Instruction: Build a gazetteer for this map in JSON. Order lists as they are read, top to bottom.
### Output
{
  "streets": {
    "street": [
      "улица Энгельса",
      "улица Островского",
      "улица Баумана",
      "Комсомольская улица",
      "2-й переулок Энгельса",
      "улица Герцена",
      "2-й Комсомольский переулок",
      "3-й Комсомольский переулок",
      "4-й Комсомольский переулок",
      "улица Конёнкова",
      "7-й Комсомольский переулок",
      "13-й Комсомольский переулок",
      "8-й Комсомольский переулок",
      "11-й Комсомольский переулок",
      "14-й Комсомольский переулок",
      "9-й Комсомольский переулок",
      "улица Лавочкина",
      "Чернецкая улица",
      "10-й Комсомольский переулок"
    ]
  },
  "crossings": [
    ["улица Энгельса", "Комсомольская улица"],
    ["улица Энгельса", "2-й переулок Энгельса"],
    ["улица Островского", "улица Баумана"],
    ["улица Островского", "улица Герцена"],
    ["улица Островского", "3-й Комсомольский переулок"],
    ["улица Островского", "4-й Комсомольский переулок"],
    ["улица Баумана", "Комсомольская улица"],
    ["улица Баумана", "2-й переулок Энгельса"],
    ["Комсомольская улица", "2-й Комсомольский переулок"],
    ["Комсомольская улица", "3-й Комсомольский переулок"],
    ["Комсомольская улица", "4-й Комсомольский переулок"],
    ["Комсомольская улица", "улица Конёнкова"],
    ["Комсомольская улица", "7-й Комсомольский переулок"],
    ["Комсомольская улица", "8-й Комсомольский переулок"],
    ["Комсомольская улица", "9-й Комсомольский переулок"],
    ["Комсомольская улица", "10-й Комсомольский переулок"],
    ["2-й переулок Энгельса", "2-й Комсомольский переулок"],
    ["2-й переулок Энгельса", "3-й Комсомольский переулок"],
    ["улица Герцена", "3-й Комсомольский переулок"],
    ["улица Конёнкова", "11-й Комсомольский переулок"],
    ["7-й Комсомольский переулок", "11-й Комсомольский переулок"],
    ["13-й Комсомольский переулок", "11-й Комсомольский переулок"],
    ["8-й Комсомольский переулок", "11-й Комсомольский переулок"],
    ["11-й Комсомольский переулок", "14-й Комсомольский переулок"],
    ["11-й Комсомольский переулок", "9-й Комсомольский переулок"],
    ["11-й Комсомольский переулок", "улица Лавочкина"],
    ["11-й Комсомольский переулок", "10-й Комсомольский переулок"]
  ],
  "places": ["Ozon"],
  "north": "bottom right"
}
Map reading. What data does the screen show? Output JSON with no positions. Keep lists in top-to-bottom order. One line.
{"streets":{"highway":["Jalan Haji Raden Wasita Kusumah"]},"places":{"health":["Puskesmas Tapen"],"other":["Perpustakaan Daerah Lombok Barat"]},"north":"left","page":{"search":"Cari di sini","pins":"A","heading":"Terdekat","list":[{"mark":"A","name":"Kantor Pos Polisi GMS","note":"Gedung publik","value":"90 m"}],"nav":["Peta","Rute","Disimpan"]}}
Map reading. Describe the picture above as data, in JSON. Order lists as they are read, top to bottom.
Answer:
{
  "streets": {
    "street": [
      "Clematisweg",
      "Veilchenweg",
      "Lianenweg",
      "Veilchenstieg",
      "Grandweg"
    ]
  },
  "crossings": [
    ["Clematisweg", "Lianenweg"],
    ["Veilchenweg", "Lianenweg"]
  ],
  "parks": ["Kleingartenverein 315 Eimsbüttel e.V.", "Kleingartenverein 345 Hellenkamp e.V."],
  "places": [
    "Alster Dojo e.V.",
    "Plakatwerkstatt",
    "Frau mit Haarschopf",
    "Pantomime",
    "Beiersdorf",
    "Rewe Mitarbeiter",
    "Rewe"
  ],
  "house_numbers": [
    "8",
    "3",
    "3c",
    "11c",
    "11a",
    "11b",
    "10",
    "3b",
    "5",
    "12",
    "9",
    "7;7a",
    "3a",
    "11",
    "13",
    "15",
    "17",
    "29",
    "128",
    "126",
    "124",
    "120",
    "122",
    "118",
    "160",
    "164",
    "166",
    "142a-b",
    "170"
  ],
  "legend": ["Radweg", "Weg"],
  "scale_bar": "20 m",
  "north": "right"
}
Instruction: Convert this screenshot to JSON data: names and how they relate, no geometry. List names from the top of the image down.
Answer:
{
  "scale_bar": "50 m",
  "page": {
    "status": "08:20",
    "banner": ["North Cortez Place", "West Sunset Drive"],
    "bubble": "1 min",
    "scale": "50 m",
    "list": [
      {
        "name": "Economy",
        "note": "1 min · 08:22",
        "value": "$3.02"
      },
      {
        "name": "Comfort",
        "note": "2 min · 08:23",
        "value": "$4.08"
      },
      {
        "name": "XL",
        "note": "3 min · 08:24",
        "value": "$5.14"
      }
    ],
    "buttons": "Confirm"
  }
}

::::

▶ **Exercise brief**: All of the material should be duplicated exactly.

▶ **Result of this task**:
Instruction: Build a gazetteer for this map in JSON. Order lists as they are read, top to bottom.
### Output
{
  "streets": {
    "street": [
      "улица Энгельса",
      "улица Островского",
      "улица Баумана",
      "Комсомольская улица",
      "2-й переулок Энгельса",
      "улица Герцена",
      "2-й Комсомольский переулок",
      "3-й Комсомольский переулок",
      "4-й Комсомольский переулок",
      "улица Конёнкова",
      "7-й Комсомольский переулок",
      "13-й Комсомольский переулок",
      "8-й Комсомольский переулок",
      "11-й Комсомольский переулок",
      "14-й Комсомольский переулок",
      "9-й Комсомольский переулок",
      "улица Лавочкина",
      "Чернецкая улица",
      "10-й Комсомольский переулок"
    ]
  },
  "crossings": [
    ["улица Энгельса", "Комсомольская улица"],
    ["улица Энгельса", "2-й переулок Энгельса"],
    ["улица Островского", "улица Баумана"],
    ["улица Островского", "улица Герцена"],
    ["улица Островского", "3-й Комсомольский переулок"],
    ["улица Островского", "4-й Комсомольский переулок"],
    ["улица Баумана", "Комсомольская улица"],
    ["улица Баумана", "2-й переулок Энгельса"],
    ["Комсомольская улица", "2-й Комсомольский переулок"],
    ["Комсомольская улица", "3-й Комсомольский переулок"],
    ["Комсомольская улица", "4-й Комсомольский переулок"],
    ["Комсомольская улица", "улица Конёнкова"],
    ["Комсомольская улица", "7-й Комсомольский переулок"],
    ["Комсомольская улица", "8-й Комсомольский переулок"],
    ["Комсомольская улица", "9-й Комсомольский переулок"],
    ["Комсомольская улица", "10-й Комсомольский переулок"],
    ["2-й переулок Энгельса", "2-й Комсомольский переулок"],
    ["2-й переулок Энгельса", "3-й Комсомольский переулок"],
    ["улица Герцена", "3-й Комсомольский переулок"],
    ["улица Конёнкова", "11-й Комсомольский переулок"],
    ["7-й Комсомольский переулок", "11-й Комсомольский переулок"],
    ["13-й Комсомольский переулок", "11-й Комсомольский переулок"],
    ["8-й Комсомольский переулок", "11-й Комсомольский переулок"],
    ["11-й Комсомольский переулок", "14-й Комсомольский переулок"],
    ["11-й Комсомольский переулок", "9-й Комсомольский переулок"],
    ["11-й Комсомольский переулок", "улица Лавочкина"],
    ["11-й Комсомольский переулок", "10-й Комсомольский переулок"]
  ],
  "places": ["Ozon"],
  "north": "bottom right"
}
Map reading. What data does the screen show? Output JSON with no positions. Keep lists in top-to-bottom order. One line.
{"streets":{"highway":["Jalan Haji Raden Wasita Kusumah"]},"places":{"health":["Puskesmas Tapen"],"other":["Perpustakaan Daerah Lombok Barat"]},"north":"left","page":{"search":"Cari di sini","pins":"A","heading":"Terdekat","list":[{"mark":"A","name":"Kantor Pos Polisi GMS","note":"Gedung publik","value":"90 m"}],"nav":["Peta","Rute","Disimpan"]}}
Map reading. Describe the picture above as data, in JSON. Order lists as they are read, top to bottom.
Answer:
{
  "streets": {
    "street": [
      "Clematisweg",
      "Veilchenweg",
      "Lianenweg",
      "Veilchenstieg",
      "Grandweg"
    ]
  },
  "crossings": [
    ["Clematisweg", "Lianenweg"],
    ["Veilchenweg", "Lianenweg"]
  ],
  "parks": ["Kleingartenverein 315 Eimsbüttel e.V.", "Kleingartenverein 345 Hellenkamp e.V."],
  "places": [
    "Alster Dojo e.V.",
    "Plakatwerkstatt",
    "Frau mit Haarschopf",
    "Pantomime",
    "Beiersdorf",
    "Rewe Mitarbeiter",
    "Rewe"
  ],
  "house_numbers": [
    "8",
    "3",
    "3c",
    "11c",
    "11a",
    "11b",
    "10",
    "3b",
    "5",
    "12",
    "9",
    "7;7a",
    "3a",
    "11",
    "13",
    "15",
    "17",
    "29",
    "128",
    "126",
    "124",
    "120",
    "122",
    "118",
    "160",
    "164",
    "166",
    "142a-b",
    "170"
  ],
  "legend": ["Radweg", "Weg"],
  "scale_bar": "20 m",
  "north": "right"
}
Instruction: Convert this screenshot to JSON data: names and how they relate, no geometry. List names from the top of the image down.
Answer:
{
  "scale_bar": "50 m",
  "page": {
    "status": "08:20",
    "banner": ["North Cortez Place", "West Sunset Drive"],
    "bubble": "1 min",
    "scale": "50 m",
    "list": [
      {
        "name": "Economy",
        "note": "1 min · 08:22",
        "value": "$3.02"
      },
      {
        "name": "Comfort",
        "note": "2 min · 08:23",
        "value": "$4.08"
      },
      {
        "name": "XL",
        "note": "3 min · 08:24",
        "value": "$5.14"
      }
    ],
    "buttons": "Confirm"
  }
}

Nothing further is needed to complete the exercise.